La saison estivale 2022 vient de démarrer. Comment l’appréhendez-vous ?

L’année 2022 s’avère jusqu’à présent très satisfaisante. Nous sommes revenus au niveau de 2019 et allons très certainement le dépasser. Malgré tout, la tendance est à la réservation de dernière minute ce qui rajoute de l’incertitude et complexifie la gestion de la trésorerie et de notre personnel. Nous avons d’importantes problématiques sur ce dernier point. Il nous faut trouver des solutions pour faire face à ces difficultés de recrutement.

Comment entendez-vous pallier ces problématiques de recrutement ?

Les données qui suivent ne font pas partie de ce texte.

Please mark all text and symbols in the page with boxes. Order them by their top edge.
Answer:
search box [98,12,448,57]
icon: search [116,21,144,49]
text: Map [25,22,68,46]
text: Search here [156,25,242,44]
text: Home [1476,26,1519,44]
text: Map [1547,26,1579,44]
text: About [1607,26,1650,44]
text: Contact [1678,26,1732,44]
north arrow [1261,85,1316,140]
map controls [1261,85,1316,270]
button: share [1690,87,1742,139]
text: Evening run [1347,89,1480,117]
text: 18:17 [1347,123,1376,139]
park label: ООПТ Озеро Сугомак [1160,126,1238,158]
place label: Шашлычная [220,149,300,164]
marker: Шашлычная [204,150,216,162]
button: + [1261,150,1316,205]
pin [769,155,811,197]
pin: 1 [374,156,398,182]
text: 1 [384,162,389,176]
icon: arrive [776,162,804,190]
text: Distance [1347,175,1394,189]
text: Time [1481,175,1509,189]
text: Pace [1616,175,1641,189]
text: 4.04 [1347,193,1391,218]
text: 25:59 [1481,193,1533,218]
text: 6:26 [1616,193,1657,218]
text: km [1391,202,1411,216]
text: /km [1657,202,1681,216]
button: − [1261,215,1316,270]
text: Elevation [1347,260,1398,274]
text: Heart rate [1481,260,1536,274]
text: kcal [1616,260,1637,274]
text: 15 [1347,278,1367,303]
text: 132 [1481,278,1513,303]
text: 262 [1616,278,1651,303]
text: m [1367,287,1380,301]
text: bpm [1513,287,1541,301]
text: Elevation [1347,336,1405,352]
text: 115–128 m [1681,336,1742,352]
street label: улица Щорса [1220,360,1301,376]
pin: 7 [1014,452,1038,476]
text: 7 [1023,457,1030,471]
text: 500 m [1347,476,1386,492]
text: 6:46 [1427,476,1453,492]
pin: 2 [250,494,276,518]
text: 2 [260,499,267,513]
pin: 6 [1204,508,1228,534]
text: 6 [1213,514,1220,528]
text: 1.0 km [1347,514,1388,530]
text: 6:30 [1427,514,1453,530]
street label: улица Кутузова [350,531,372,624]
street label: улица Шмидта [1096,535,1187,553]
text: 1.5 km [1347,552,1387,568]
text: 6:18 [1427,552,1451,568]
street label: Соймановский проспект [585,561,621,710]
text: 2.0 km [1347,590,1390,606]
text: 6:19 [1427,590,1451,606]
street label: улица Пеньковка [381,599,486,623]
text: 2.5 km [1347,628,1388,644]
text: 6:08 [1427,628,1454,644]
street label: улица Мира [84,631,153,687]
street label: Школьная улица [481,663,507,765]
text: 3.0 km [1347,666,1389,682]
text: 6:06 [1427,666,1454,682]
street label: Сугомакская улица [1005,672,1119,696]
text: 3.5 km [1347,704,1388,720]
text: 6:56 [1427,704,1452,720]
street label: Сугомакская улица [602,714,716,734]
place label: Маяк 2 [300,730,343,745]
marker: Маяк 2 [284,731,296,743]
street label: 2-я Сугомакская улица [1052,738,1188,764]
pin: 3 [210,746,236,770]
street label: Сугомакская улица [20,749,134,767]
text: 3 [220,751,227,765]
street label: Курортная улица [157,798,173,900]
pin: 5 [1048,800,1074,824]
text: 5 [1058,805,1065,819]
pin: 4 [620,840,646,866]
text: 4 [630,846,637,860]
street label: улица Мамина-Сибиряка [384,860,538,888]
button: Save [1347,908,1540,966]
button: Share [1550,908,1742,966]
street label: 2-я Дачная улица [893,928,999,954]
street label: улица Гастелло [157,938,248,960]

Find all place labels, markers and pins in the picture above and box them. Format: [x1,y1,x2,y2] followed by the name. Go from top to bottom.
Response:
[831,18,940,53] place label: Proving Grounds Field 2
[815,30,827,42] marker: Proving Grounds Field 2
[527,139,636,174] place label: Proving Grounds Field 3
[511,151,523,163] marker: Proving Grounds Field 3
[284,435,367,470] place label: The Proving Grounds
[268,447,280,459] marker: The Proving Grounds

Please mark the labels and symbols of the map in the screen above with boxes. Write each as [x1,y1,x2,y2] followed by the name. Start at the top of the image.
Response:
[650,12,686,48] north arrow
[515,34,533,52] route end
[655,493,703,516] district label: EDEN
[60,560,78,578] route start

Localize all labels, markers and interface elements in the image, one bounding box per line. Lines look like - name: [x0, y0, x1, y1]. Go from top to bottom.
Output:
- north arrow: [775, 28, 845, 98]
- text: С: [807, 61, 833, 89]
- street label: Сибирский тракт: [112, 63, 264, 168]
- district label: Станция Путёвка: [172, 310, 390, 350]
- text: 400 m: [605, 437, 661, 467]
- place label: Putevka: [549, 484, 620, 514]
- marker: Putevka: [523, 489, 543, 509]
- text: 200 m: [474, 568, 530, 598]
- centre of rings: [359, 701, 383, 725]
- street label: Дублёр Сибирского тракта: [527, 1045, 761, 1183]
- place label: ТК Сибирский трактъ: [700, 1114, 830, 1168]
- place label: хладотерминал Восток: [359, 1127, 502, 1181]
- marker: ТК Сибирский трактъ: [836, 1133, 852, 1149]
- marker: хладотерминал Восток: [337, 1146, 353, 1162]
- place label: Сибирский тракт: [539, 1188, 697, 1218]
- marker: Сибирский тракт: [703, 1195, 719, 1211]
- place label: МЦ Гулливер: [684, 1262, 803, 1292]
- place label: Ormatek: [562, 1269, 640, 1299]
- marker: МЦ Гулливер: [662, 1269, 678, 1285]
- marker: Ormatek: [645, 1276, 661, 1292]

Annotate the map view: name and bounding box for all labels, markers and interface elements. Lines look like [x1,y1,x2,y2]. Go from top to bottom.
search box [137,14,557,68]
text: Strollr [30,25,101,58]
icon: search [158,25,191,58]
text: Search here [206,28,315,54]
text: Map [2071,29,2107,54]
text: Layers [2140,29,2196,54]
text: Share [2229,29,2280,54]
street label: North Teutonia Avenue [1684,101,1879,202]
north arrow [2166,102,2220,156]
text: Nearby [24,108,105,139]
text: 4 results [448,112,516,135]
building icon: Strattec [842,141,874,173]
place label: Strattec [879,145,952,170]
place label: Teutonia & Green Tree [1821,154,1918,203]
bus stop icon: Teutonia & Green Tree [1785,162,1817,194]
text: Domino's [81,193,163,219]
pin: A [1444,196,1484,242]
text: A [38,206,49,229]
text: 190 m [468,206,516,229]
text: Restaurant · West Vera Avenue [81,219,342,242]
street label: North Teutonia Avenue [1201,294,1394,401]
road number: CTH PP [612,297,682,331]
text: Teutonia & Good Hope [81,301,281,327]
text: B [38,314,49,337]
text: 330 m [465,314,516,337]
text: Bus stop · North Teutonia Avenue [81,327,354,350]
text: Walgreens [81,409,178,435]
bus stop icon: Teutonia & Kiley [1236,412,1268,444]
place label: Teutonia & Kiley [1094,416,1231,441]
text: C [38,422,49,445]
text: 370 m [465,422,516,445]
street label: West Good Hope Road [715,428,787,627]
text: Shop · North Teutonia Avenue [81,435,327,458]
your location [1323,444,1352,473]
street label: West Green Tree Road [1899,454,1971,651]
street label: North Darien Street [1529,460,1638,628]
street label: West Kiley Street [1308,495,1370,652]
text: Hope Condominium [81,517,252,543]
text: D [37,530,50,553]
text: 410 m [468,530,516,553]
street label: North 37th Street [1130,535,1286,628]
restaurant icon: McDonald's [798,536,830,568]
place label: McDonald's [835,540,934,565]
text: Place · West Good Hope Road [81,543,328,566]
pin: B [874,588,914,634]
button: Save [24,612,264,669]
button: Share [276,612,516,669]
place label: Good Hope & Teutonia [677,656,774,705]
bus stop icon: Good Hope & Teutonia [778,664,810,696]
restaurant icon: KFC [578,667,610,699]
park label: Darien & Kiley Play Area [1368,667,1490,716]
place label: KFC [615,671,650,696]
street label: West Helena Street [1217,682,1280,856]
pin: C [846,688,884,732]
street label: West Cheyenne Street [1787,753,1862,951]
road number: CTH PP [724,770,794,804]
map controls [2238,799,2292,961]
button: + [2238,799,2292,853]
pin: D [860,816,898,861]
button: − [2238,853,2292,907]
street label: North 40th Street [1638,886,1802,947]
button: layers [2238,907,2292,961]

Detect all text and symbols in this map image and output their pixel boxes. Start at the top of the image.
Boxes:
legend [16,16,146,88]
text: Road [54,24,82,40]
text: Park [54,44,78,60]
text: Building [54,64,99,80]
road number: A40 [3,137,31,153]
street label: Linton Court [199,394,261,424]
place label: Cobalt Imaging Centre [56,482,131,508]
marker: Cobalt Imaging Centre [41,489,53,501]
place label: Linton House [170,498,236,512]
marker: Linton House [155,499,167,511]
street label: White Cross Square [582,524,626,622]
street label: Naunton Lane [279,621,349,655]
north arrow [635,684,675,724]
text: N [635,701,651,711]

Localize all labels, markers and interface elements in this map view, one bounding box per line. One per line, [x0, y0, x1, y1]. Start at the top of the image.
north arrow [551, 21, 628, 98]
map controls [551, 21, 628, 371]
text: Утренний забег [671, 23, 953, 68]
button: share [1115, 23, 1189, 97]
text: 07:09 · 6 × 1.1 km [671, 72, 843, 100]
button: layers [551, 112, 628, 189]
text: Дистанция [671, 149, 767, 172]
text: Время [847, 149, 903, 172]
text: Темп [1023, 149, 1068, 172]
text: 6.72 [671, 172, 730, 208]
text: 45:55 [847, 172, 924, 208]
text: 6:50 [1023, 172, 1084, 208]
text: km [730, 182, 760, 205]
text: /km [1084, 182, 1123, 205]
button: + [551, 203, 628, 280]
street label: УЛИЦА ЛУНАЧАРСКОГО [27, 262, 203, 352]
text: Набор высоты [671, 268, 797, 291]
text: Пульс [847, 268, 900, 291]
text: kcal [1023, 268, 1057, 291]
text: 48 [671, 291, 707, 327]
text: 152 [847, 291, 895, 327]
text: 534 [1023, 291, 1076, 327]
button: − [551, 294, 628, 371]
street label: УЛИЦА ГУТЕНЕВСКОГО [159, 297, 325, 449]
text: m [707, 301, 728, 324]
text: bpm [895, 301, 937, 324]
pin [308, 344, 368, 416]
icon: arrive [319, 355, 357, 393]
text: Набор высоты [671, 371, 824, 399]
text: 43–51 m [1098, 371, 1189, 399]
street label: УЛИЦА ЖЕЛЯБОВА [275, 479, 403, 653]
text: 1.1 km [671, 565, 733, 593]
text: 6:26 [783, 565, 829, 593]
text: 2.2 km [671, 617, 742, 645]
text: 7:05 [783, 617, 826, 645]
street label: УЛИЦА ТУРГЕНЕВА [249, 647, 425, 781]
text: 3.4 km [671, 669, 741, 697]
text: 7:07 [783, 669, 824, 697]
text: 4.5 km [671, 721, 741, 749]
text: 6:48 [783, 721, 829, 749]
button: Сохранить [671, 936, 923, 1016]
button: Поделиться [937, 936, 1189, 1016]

À court terme, nous voulons développer notre marque employeur, pour faire savoir qu’au-delà d’un salaire ou d’un poste, nous proposons une expérience, mais aussi de la formation, un accompagnement vers une montée en compétences. À moyen terme cependant, nous pensons qu’il faut revoir plus globalement notre modèle. Dans la restauration par exemple, le rythme de travail (début de journée tôt, fin de journée tard et grosse coupure au milieu) est un vrai frein. Nous réfléchissons à une organisation de métier sans coupure, avec une journée plus condensée. Nous allons aussi développer le recrutement local. Actuellement, nos recrutements se font au niveau national et nos personnels sont ensuite envoyés dans nos différents établissements.

Nous sortons de deux années de crise sanitaire. Comment le groupe a-t-il traversé cette période ?

Comme tous les acteurs du secteur, notre activité a été très fortement touchée. Mais nous avons eu la chance d’attaquer la crise sanitaire avec une trésorerie assez solide ce qui nous a permis de prendre le temps de la réflexion avant de contracter un PGE et d’en profiter pour opérer un repositionnement stratégique.

Azureva dispose d’un village vacances à La Clusaz.
Azureva dispose d’un village vacances à La Clusaz. - Photo : azureva

En quoi ce repositionnement consiste-t-il ?

Plus qu’un repositionnement, il s’agit en réalité de revendiquer haut et fort les valeurs de tourisme social que nous défendons depuis 70 ans. Des valeurs qui étaient peu valorisées ces dernières années, mais qui reviennent sur le devant de la scène : l’ancrage territorial, les circuits courts, le partage, les valeurs familiales. Nous faisons venir les producteurs locaux de nos villages vacances, nous organisons des animations adaptées en fonction de chaque territoire. Nous voulons aussi baisser notre impact carbone et celui de nos clients. En proposant d’aller les chercher à la gare s’ils viennent en train par exemple.

Ce renforcement de votre positionnement s’accompagne d’un large plan de rénovation. Pouvez-vous nous en dire davantage à ce sujet ?

Nous allons investir 48 millions d’euros en trois ans pour rénover l’ensemble de nos sites. L’objectif est de moderniser les installations, d’améliorer leurs performances énergétiques, mais aussi de travailler sur l’accueil des groupes et séminaires. Nous voulons accueillir davantage d’entreprises dans nos villages vacances. L’objectif est aussi d’étendre nos périodes d’accueil qui sont actuellement fortement concentrées sur les vacances scolaires. Cette année, le chiffre enregistré sur les groupes et les séminaires est pour le moment supérieur à celui de 2019. C’est un indicateur positif sur le développement de ces séjours. Nous investissons donc dans des salles de séminaires et dans les autres installations. À Ronce-les-Bains (Charente-Maritime) par exemple, nous allons couvrir la piscine pour qu’elle soit utilisable toute l’année. Ces évolutions devraient nous permettre de faire progresser notre chiffre d’affaires de 20 % dans les cinq prochaines années.